- **EXERCISE INSTRUCTIONS**
If a line below contains "Reply", count it. Report the final total and nothing more.

EXTRACTED MATERIAL: Begin

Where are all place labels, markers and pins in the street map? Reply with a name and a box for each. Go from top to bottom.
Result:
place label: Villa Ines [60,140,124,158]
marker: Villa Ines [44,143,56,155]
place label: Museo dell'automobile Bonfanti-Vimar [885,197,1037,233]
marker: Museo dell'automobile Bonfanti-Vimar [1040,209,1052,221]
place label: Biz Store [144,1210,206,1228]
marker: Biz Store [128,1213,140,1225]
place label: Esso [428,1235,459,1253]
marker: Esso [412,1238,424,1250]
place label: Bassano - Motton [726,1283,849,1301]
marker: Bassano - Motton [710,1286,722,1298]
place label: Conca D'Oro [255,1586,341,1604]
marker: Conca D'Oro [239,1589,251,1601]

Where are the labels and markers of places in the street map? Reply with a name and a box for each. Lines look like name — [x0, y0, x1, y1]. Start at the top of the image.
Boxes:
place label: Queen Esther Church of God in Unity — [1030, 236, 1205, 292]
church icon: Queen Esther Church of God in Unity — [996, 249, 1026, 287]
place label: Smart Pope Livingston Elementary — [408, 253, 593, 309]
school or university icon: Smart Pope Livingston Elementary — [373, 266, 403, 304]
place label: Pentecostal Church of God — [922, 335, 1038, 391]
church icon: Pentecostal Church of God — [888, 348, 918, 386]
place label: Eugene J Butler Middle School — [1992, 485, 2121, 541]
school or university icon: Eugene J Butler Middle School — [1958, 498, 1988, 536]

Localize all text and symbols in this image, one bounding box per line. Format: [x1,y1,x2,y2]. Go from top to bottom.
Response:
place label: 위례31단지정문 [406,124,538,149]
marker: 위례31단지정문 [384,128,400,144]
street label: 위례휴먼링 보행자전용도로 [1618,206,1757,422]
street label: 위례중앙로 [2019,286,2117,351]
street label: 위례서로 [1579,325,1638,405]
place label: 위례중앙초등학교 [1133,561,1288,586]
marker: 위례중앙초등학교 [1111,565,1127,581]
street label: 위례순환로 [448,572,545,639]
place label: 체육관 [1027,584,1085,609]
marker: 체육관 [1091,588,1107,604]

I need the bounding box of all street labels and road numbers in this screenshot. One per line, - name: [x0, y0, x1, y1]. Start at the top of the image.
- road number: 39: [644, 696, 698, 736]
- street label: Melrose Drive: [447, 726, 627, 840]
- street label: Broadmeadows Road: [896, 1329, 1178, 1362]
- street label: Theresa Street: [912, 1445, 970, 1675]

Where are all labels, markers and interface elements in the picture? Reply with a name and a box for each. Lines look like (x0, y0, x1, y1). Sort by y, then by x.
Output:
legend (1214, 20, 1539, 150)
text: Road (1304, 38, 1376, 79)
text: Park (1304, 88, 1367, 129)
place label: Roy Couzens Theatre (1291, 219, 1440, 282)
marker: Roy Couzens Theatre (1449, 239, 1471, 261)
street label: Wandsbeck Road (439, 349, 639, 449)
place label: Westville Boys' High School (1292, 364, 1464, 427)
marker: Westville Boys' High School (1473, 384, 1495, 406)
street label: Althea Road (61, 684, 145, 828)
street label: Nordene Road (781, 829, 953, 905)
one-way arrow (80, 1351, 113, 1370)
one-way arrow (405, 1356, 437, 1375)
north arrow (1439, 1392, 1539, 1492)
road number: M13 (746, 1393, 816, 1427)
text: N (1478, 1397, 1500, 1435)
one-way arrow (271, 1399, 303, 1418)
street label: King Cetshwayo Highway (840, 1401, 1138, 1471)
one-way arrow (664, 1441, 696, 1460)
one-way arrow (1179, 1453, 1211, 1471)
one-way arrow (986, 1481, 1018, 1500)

EXTRACTED MATERIAL: End

- **TASK RESPONSE**
3